Posting written by Diogo Vasconcelos over 3 years ago. No comments yet.

We Feel Fine uses large scale blog analysis to provide a glimpse inside the hearts and minds of people all around the world. Once a sentence containing ‘I feel’ or ‘I am feeling’ is found, the system looks backward to the beginning of the sentence, and forward to the end of the sentence, and then saves the full sentence in a database. Once saved, the sentence is scanned to see if it includes one of about 5,000 pre-identified ‘feelings’. We Feel Fine is divided into six movements: Madness, Murmurs, Montage, Mobs, Metrics and Mounds.

These movements are represented in the We Feel Fine applet.

"The main insight we have gained is how amazingly personal people’s blogs can be", explained Jonathan Harris and Sepandar Kamvar, the authors, on an recent interview.

"The sentences in We Feel Fine are often sad and poignant (‘I feel so much of my dad alive inside of me that there isn’t even room for me’), and often quite banal (‘I feel comfortable that I don’t have a bra’). But above all, they are very human.

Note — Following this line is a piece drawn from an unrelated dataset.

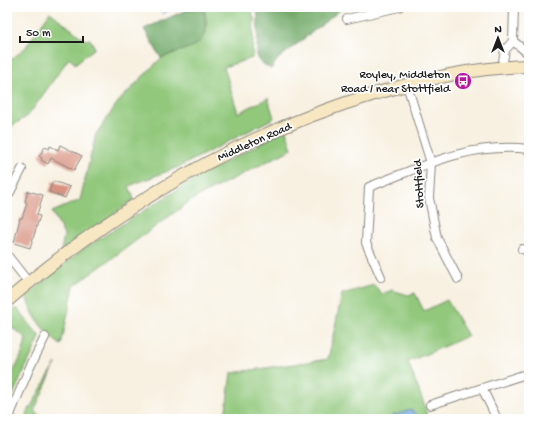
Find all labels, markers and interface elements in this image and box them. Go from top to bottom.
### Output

The most common feeling by far is ‘better’. We can’t say for certain why this is the case, but we imagine that people return to their blogs after a bout of sadness or depression to announce their reclaimed happiness and begin to communicate again."

"We realised that many people were choosing blogs as a primary means of self-expression. Consequently, the internet, generally considered to be a cold, inhuman, emotionless space, was now harbouring a large amount of human emotion. We sought a way to illustrate this."

Probably the best way to illustrate the web as a truly human network.